Take today, for example.
What he’s wearing is darker than usual verging on theatrical, even for him. He’s wearing smudged, black eyeliner, a vintage looking jacket over his school uniform, and his shirt is untucked, sleeves rolled, a chain just barely visible at his collar. He’s got a ring on almost every finger, and they don’t match, but somehow, they work well with everything else he has on. Even his boots.
They’re chunky, and noisy when he walks.
It’s beautiful, really. I’ve always adored his fashion sense.
I refocus on Adeline, and the way she moves through the lunch hall with quite an apparent limp. It’s then that I also realize the scar that had basically taken over half her face is gone.
Makeup, I guess.
And then she looks at me. Just a flicker of a glance, and I shoot her a smile.

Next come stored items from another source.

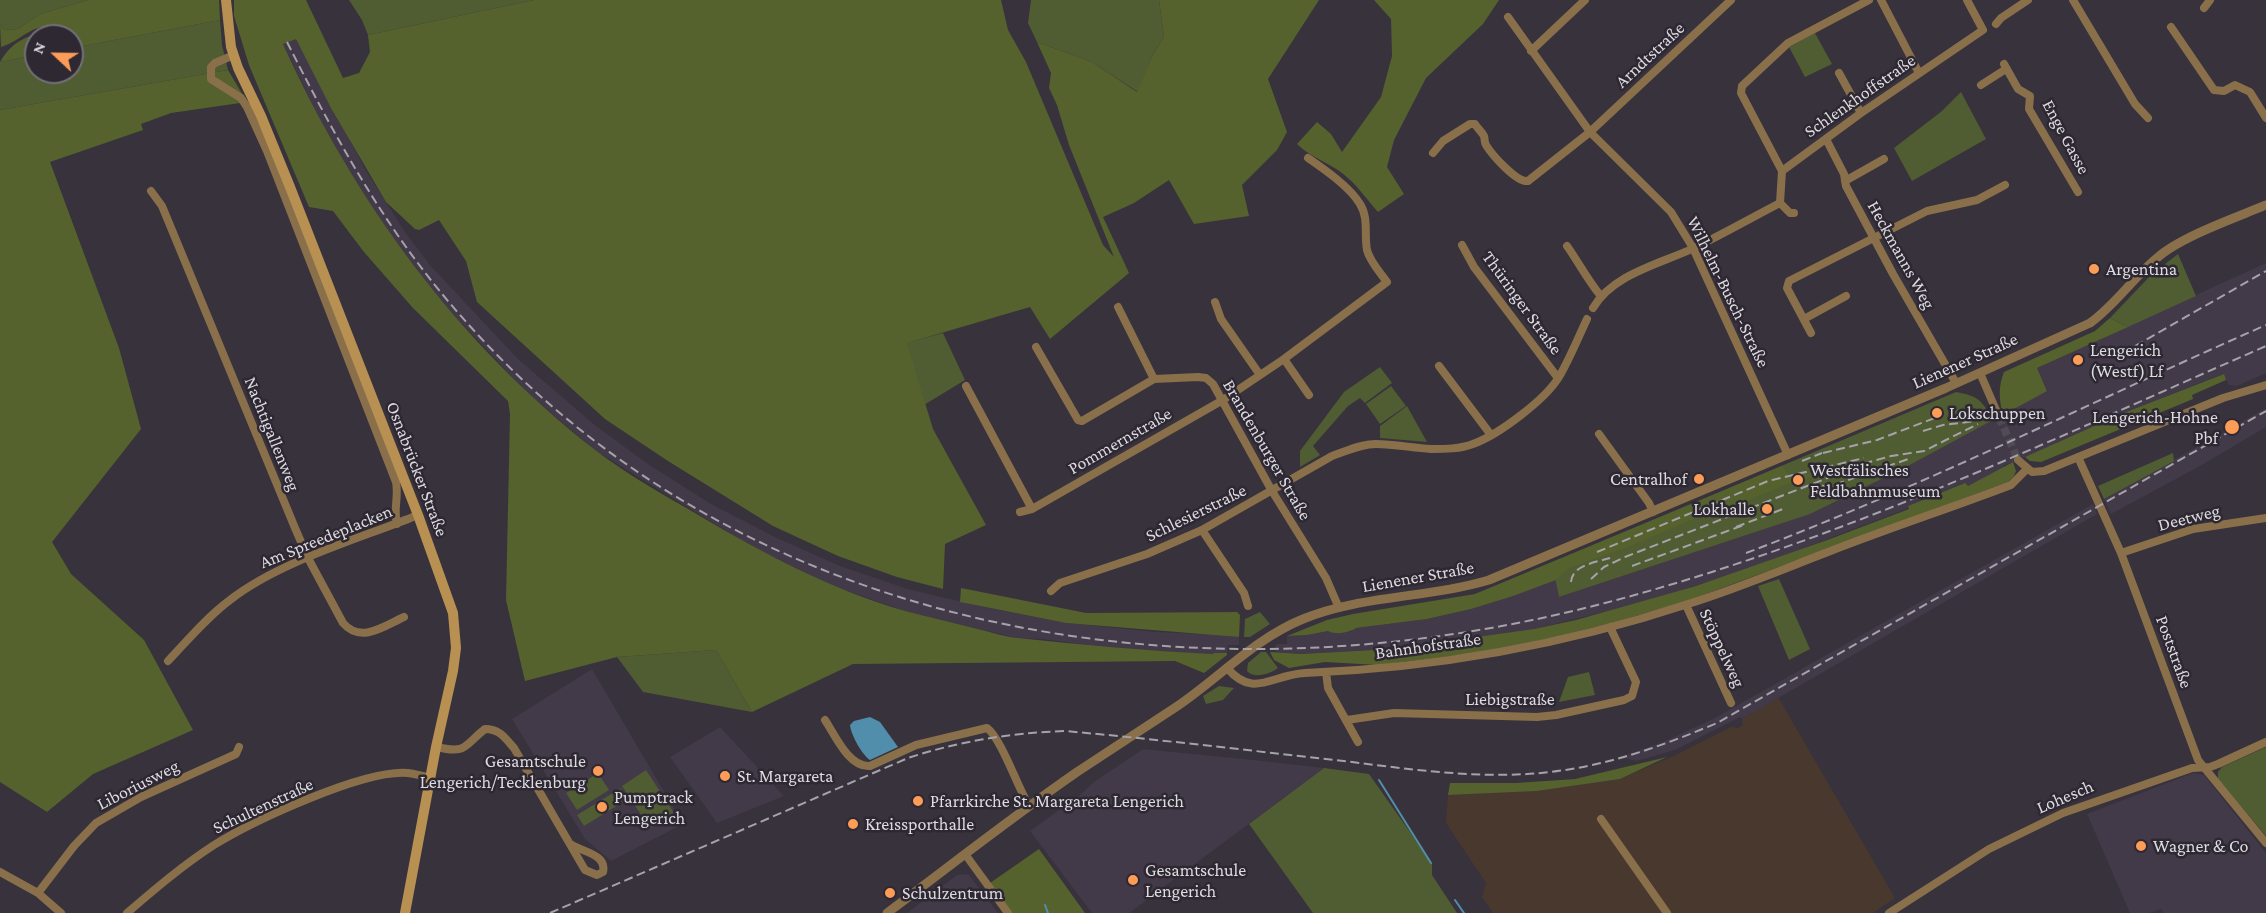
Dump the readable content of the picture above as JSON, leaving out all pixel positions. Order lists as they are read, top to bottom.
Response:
{
  "streets": {
    "main road": ["Osnabrücker Straße"],
    "street": [
      "Arndtstraße",
      "Schlenkhoffstraße",
      "Enge Gasse",
      "Heckmanns Weg",
      "Wilhelm-Busch-Straße",
      "Thüringer Straße",
      "Lienener Straße",
      "Nachtigallenweg",
      "Pommernstraße",
      "Brandenburger Straße",
      "Schlesierstraße",
      "Deetweg",
      "Am Spreedeplacken",
      "Bahnhofstraße",
      "Stöppelweg",
      "Poststraße",
      "Liebigstraße",
      "Liboriusweg",
      "Lohesch",
      "Schultenstraße"
    ]
  },
  "crossings": [
    ["Arndtstraße", "Wilhelm-Busch-Straße"],
    ["Schlenkhoffstraße", "Heckmanns Weg"],
    ["Heckmanns Weg", "Lienener Straße"],
    ["Wilhelm-Busch-Straße", "Lienener Straße"],
    ["Thüringer Straße", "Schlesierstraße"],
    ["Lienener Straße", "Brandenburger Straße"],
    ["Lienener Straße", "Bahnhofstraße"],
    ["Nachtigallenweg", "Am Spreedeplacken"],
    ["Pommernstraße", "Brandenburger Straße"],
    ["Brandenburger Straße", "Schlesierstraße"],
    ["Osnabrücker Straße", "Am Spreedeplacken"],
    ["Osnabrücker Straße", "Schultenstraße"],
    ["Deetweg", "Poststraße"],
    ["Bahnhofstraße", "Stöppelweg"],
    ["Bahnhofstraße", "Liebigstraße"],
    ["Poststraße", "Lohesch"]
  ],
  "places": [
    "Argentina",
    "Lengerich (Westf) Lf",
    "Lokschuppen",
    "Lengerich-Hohne Pbf",
    "Centralhof",
    "Westfälisches Feldbahnmuseum",
    "Lokhalle",
    "Gesamtschule Lengerich/Tecklenburg",
    "St. Margareta",
    "Pfarrkirche St. Margareta Lengerich",
    "Pumptrack Lengerich",
    "Kreissporthalle",
    "Wagner & Co",
    "Gesamtschule Lengerich",
    "Schulzentrum"
  ],
  "north": "left"
}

Her eyes catch it for half a heartbeat—too long to be accidental, too short to be anything else—before she looks away. Quickly. As if she’s been burned.
As always.
And that, of course, makes my smile widen.

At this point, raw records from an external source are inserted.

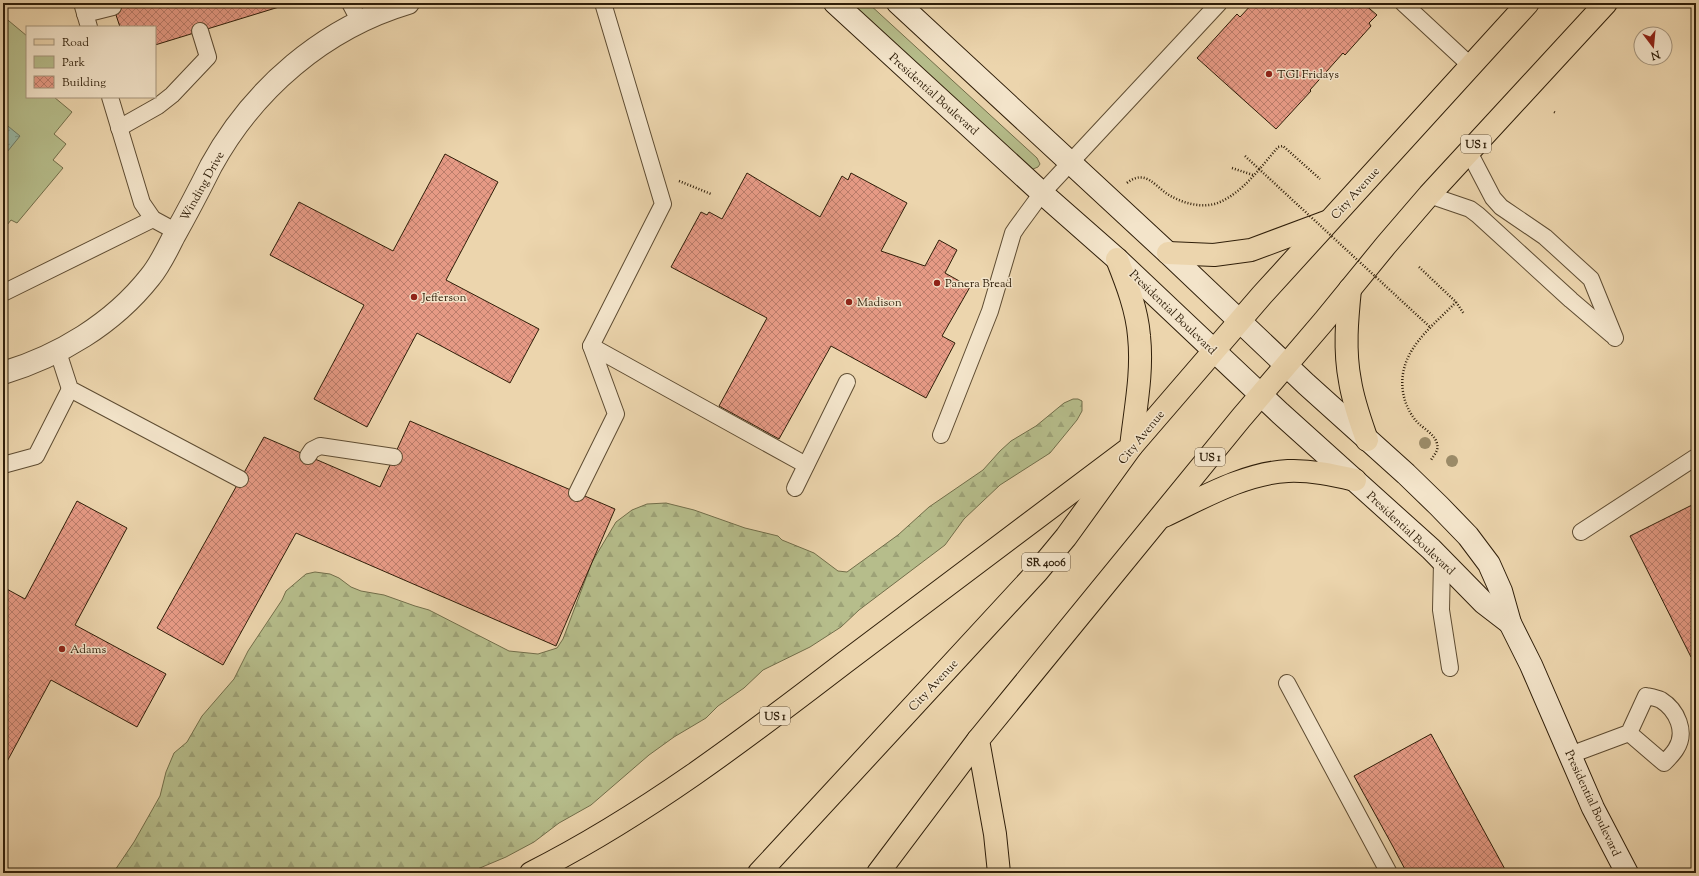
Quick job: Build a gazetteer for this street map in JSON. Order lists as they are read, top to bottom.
{
  "streets": {
    "main road": ["US 1", "City Avenue", "SR 4006"],
    "street": ["Presidential Boulevard", "Winding Drive"]
  },
  "crossings": [
    ["Presidential Boulevard", "US 1"],
    ["Presidential Boulevard", "City Avenue"],
    ["US 1", "City Avenue"]
  ],
  "places": [
    "TGI Fridays",
    "Panera Bread",
    "Jefferson",
    "Madison",
    "Adams"
  ],
  "legend": ["Road", "Park", "Building"],
  "north": "bottom"
}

Across from me, Will is watching with heightened intensity, and I raise an eyebrow at him inquiringly. It’s impossible to tell what goes on in his head, and I realized long ago that asking him even as a friend doesn’t necessarily result in a proper answer, even if what he gives me is considerably more than he would anyone else.
I suppose itwouldbe rather hypocritical of me to expect to know everything when my own friends, who I’ve known almost my entire life, know hardly anything about me at all, beyond what Iallowthem to know.
I gather they wouldn’t want much to do with me if they did.
I sigh out loud, then realize I won’t get an answer out of Will. I glance at Liam instead. “So, Liam, is there something you’d like to share?” I ask, because I’ve been waiting to for a while now. Liam seems genuinely taken aback when I do, his expression hinting at confusion more than anything.
I would have assumed he knew more.
“She said she fell down some stairs.” The words sound even more ridiculous spoken aloud than they did in my head.
Liam’s brows shoot up, his eyes widening. “She just… fell?”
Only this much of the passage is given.